Perkembangan dan pembentukan karakter terjadi di sepanjang rentang kehidupan (Narves &Lapsley, 2009). Para psikolog kepribadian mengemukakan bahwa, perkembangan psikologis tiap individu menuju dewasa berbeda satu dengan yang lainnya. Ilmuwan berpendapat bahwa perbedaan individu disebabkan oleh genetik dan lingkungan. Peneliti mengidentifikasi interaksi antara faktor genetik dan lingkungan. Mereka mengakui bahwa genetik dan lingkungan bukan

sesuatu yang terpisah, melinkan saling berinteraksi. Contohnya, pengalaman yang kita alami akan mempengaruhi pembentukan kepribadian kita (Pervin, 2005).

Pervin (2005) menjelaskan lebih lanjut mengani faktor yang mempengaruhi pembentukan kepribadian, yaitu:

1. genetik (nature)

Faktor genetik berperan penting dalam pembentukan kepribadian dan perbedaan individu. Kepribadian dipengaruhi oleh dasar biologis, yaitu dalam penelitiannya bahwa individu berbeda dalam fungsi sestem otak dan sistem limbik yang berkontribusi pada perkembangan kepribadian individu.

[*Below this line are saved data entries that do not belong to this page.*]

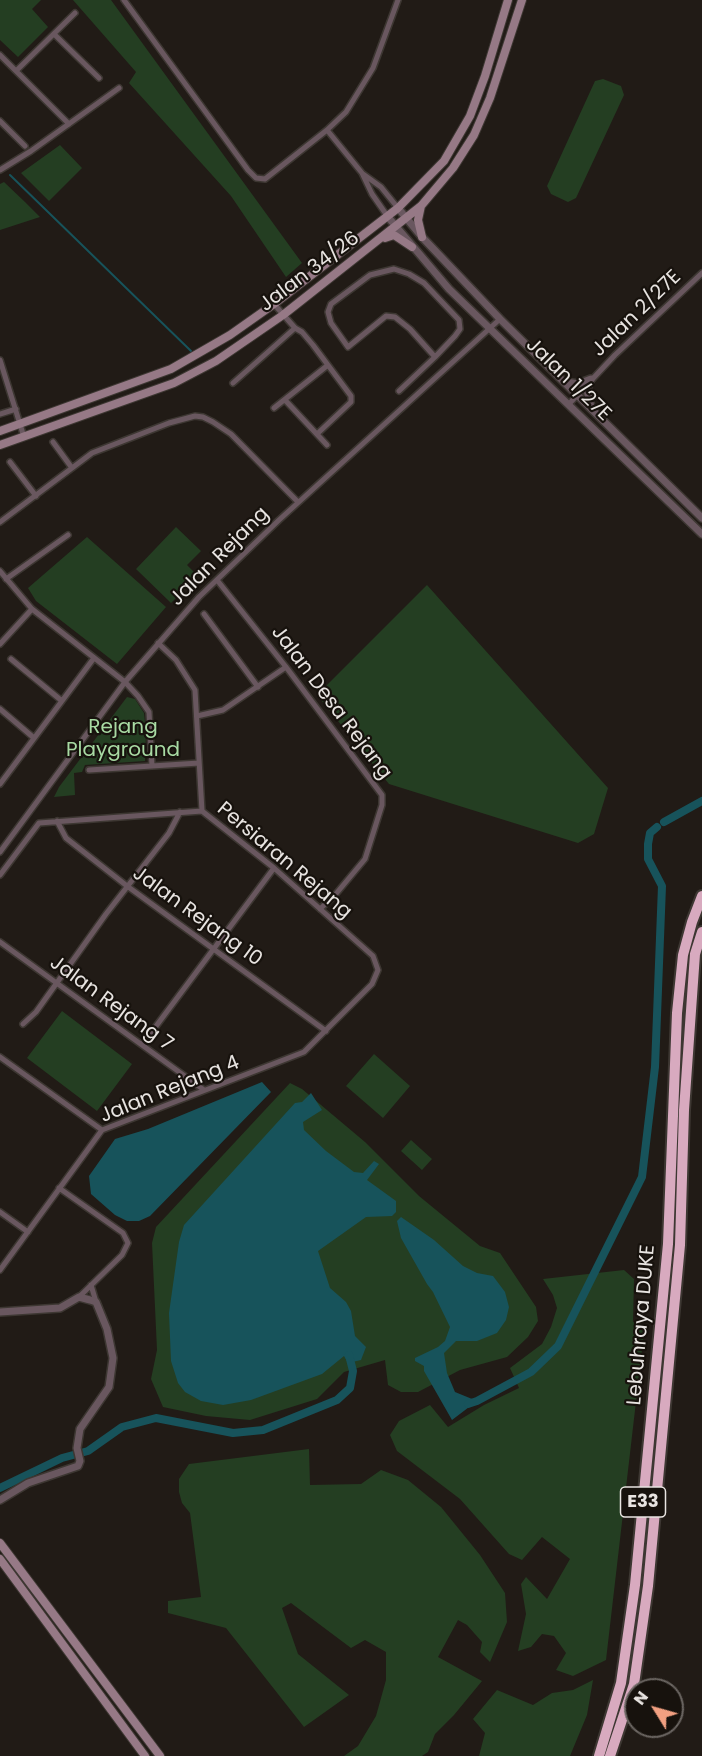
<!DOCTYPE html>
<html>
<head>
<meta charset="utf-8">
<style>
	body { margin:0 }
	#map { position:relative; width:702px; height:1756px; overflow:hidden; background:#211b16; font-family:Poppins,sans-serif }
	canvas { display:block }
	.north { position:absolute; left:624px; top:1678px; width:60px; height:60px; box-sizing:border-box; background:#17120d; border:2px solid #6b6662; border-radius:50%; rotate:307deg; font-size:16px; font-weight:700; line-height:24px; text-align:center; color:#e8e4e1 }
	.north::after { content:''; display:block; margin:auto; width:21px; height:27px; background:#f2a081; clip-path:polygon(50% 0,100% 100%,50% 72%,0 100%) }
</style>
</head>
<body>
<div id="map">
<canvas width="702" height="1756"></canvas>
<div class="north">N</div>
</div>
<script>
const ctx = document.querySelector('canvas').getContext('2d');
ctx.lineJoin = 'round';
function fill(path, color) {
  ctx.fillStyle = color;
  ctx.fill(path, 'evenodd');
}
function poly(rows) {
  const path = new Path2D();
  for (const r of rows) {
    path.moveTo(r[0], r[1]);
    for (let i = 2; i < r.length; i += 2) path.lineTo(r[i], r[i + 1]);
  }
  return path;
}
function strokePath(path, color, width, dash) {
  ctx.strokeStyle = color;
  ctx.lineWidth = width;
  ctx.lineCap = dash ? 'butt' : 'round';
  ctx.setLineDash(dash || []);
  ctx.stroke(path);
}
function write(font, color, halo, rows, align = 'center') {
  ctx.font = font + ' Poppins,sans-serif';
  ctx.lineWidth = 4.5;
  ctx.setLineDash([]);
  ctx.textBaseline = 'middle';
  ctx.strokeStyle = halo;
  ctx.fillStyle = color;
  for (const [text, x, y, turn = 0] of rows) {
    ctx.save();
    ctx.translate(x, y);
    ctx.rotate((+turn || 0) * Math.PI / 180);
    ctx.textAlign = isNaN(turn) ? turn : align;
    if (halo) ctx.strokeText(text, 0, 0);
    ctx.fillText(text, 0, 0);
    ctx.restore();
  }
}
fill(poly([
	[0,0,41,0,32,9,48,27,18,57,0,40],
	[73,0,111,0,302,263,286,277,231,196,129,83,136,72],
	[603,79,621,86,624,95,576,198,568,202,551,194,547,186,595,81],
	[60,145,82,168,49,201,21,173],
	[4,182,25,202,40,217,0,230,0,184],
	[176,527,201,551,187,565,198,576,171,603,136,569],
	[87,537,166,607,117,664,36,601,28,588],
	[427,585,608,788,594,834,578,843,389,784,317,695],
	[127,697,135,699,144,713,146,731,145,761,85,765,82,772,74,773,75,795,54,797,59,787],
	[62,1011,132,1064,97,1111,27,1058],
	[374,1054,410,1086,383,1118,346,1086],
	[290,1083,302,1089,365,1142,419,1196,480,1246,500,1253,536,1307,538,1321,528,1337,507,1357,460,1370,418,1392,401,1392,388,1385,385,1360,344,1372,317,1399,250,1420,206,1416,163,1407,151,1379,157,1350,152,1243,156,1227],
	[411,1140,432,1159,422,1170,401,1151],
	[624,1270,634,1279,633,1322,645,1324,606,1660,573,1676,556,1670,566,1653,554,1636,542,1634,531,1647,518,1651,526,1614,521,1584,526,1577,547,1599,570,1559,542,1537,522,1560,509,1554,460,1499,397,1451,390,1435,399,1421,430,1405,448,1427,484,1405,519,1388,510,1368,542,1344,551,1327,557,1308,553,1295,543,1279],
	[309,1449,310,1485,361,1484,381,1470,408,1480,441,1507,480,1555,505,1593,507,1622,490,1662,480,1652,482,1642,467,1625,458,1620,438,1657,482,1681,454,1715,435,1734,428,1752,422,1756,344,1756,358,1746,376,1716,386,1680,386,1652,365,1640,351,1648,291,1603,282,1608,298,1654,349,1695,304,1727,226,1628,168,1613,168,1601,201,1597,190,1513,182,1503,179,1492,179,1479,189,1464],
	[593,1680,587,1715,570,1756,479,1756,485,1733,473,1719,497,1690,533,1705,552,1693,573,1690]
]), '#243e22');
fill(poly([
	[262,1082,271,1092,150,1216,139,1221,127,1221,115,1215,91,1194,89,1176,115,1139,148,1129],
	[311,1093,322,1110,303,1122,304,1130,326,1151,354,1172,363,1173,374,1161,379,1164,367,1180,396,1201,396,1212,392,1216,366,1217,318,1251,330,1288,346,1302,351,1311,355,1336,366,1347,361,1360,348,1363,344,1356,322,1374,251,1400,223,1405,201,1401,185,1392,178,1383,171,1361,169,1313,179,1242,184,1225,295,1103,302,1102],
	[401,1217,434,1240,463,1266,477,1273,493,1276,505,1292,509,1307,506,1320,497,1333,477,1341,456,1341,444,1353,447,1373,455,1392,477,1401,452,1420,424,1371,424,1366,415,1361,415,1358,438,1347,445,1341,450,1327,433,1292,427,1284,401,1238,397,1221]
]), '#17535b');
strokePath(poly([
	[10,175,191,351]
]), '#17535b', 2);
strokePath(poly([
	[664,822,702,801],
	[468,1404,477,1401,531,1372,558,1346,642,1177,655,1067,662,886,648,859,648,844,650,833,657,827],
	[0,1488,62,1458,88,1451,122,1427,156,1418,233,1433,263,1430,337,1400,350,1388,353,1371,349,1355]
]), '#17535b', 8);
const minor = poly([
	[124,0,248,170,256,178,265,179,327,130,346,112,373,68,398,0],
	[54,34,99,78],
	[0,55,69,124],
	[16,71,75,13],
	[0,121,25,146],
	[327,130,362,173,372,194,388,217],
	[0,170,31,151,119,88],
	[363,174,381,187,398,208],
	[274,304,295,328,302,332,313,345,351,396,351,402,317,434],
	[0,360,24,437],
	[233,383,295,328],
	[399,391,435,357,455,336,460,329,459,320,424,283,409,274,394,269,370,275,331,304,328,312,331,323,348,347,386,316,395,317,410,329,435,357],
	[285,400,327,445],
	[569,404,615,355,702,273],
	[274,408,328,365],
	[0,414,16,409],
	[53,442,72,468],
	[10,462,36,496],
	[0,522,92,453,169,423,195,416,203,417,213,422,231,434,298,502],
	[0,571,32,609,125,682,138,696,149,712,152,766],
	[6,579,68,535],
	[217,580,286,667,382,795,382,805,365,859,335,895,320,909],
	[204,614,258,687],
	[158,643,176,660,195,690,202,811],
	[0,644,32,609],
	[11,659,62,701],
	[0,709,34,738],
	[197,716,223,710,286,667],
	[89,770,199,763],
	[0,784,94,658],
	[57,821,66,838,127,886,326,1031],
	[0,852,125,682,199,597,279,520,500,319],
	[0,875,39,823,202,811,274,868,373,956,378,970,372,984,304,1052,102,1130,0,1270],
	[0,942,204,1090],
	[23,1024,36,1012,106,914,169,833,180,812],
	[142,1045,274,868],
	[0,1057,102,1130],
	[59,1188,123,1233,128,1243,122,1255,79,1297],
	[0,1212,28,1232],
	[91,1285,96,1302]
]);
const tertiary = poly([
	[398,208,422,237,500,319,702,518],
	[388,217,449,289,702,534],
	[590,381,587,390,591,407],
	[566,382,578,384,591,379],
	[0,1312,60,1308,79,1297,90,1300,96,1302,107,1329,113,1358,109,1387,80,1429,77,1448,80,1461,78,1466,28,1483,0,1500]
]);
const secondary = poly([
	[421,206,418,220,422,237],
	[385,238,394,235,412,247],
	[0,431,171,369,230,335,274,304,398,208,444,161,470,116,485,76,508,0],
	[0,445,174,383,216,361,283,315,421,206,453,168,474,135,490,98,522,0],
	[0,1543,160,1756],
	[0,1559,145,1756]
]);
const motorway = poly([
	[599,1756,621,1683,635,1585,668,1244,677,1013,683,955,692,922,702,896],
	[610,1756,634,1684,648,1586,680,1245,684,1110,695,954,702,932]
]);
strokePath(minor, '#3d3732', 8);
strokePath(tertiary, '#3d3732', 10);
strokePath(secondary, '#3d3732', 10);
strokePath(motorway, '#3d3732', 14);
strokePath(minor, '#69575f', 5);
strokePath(tertiary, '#69575f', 7);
strokePath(secondary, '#967986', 8);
strokePath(motorway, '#d8aabf', 10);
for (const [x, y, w] of [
	[643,1502,45]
]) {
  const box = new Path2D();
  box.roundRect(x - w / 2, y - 15, w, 30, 4.5);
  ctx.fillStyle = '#17120d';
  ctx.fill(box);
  strokePath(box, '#e8e4e1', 1.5);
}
write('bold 18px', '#e8e4e1', null, [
	["E33",643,1502]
]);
write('20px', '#e8e4e1', '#17120d', [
	["Jalan 34/26",310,272,-37],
	["Jalan 2/27E",637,314,-44],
	["Jalan 1/27E",568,380,44],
	["Jalan Rejang",220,557,-45],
	["Jalan Desa Rejang",331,703,53],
	["Persiaran Rejang",284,861,40],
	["Jalan Rejang 10",197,917,36],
	["Jalan Rejang 7",111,1004,36],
	["Jalan Rejang 4",170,1090,-22],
	["Lebuhraya DUKE",642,1325,-85]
]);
write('20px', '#a8daa3', '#17120d', [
	["Rejang",123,728],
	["Playground",123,751]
]);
</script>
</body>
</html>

Intinya, mekanisme genetik mempengaruhi aspek kepribadian secara spesifik.

2. Lingkungan (nurture)

Para psikolog mengakui bahwa lingkungan berperan penting dalam perkembangan kepribadian. Lingkungan dapat membentuk persamaan dan perbedaan antar individu. Berikut faktor penting lingkungan dalam perkembangan kepribadian seseorang:

a. Budaya

Budaya adalah kebiasaan sosial yang terinternalisasi dari suatu komunitas (Hogg, 2002). Kepribadian seseorang juga merupakan hasil keanggotaan dalam kelompok budaya tertentu. Seperti pembelajaran perilaku, ritual, kepercayaan, filosofi hidup, peran dalam komunitas, nilai dan prinsip yang terpenting dalam kehidupan. Budaya juga menggambarkan kebutuhan dan cara kita mengekspresikan emosi, perasaan, hubungan dengan orang lain, cara berpikir dan cara kita mengatasi kehidupan hingga kematian.

b. Kelas sosial

Kelas sosial juga mempengaruhi pembentukan kepribadian dan status individu, diantaranya kelas menengah kebawah-keatas, status pekerjaan atau perofesional. Kelas sosial juga menentukan peran dalam bekerja, pendapatan dan hak istimewa. Faktor-faktor inilah yang mempengaruhi cara mereka memandang dirinya, cara penerimaan terhadap anggota sosial lainnya, hingga cara memperoleh serta menggunakan materi yang dimilikinya. Selain itu, status sosial ekonomi mempengaruhi perkembangan kognitif dan emosional individu (Bradley dan Corwyn, 2002). Sama halnya dengan budaya, kelas sosial juga mempengaruhi kapasitas, sikap, serta membentuk perilaku individu dalam memberikan respon terhadap suatu situasi.

c. Keluarga

Faktor penting lainnya dalam pengaruh lingkungan adalah keluarga. Pola asuh orang tua yang otoritarian, otoritatif, mengabaikan, memanjakan ataupun orang tua yang peduli terhadap kebebasan (dialogis) dan kemandirian anak akan memberi pengaruh terhadap perkembangan kepribadian anak tersebut. Pengaruh orang tua terhadap anak terjadi melalui tiga cara, yaitu:

1. Perilaku orang tua dalam menghadapi situasi 2. Model peran (modelling)

3. Pemberian reward/punishment

4. Teman sebaya

Pengaruh teman sebaya lebih kuat dalam perkembangan kepribadian dari pada keluarga. Anak dari suatu keluarga berbeda dikarenakan perbedaan

pengalaman di luar rumah yang mereka miliki dan pengalaman didalam rumah tidak membentuk kesamaan antar anak. Kesimpulannya, varias material genetik dalam keluarga ditambah pengaruh sosial di luar lingkungan keluarga dianggap sebagai hal yang mempengaruhi kepribadian yang tampak.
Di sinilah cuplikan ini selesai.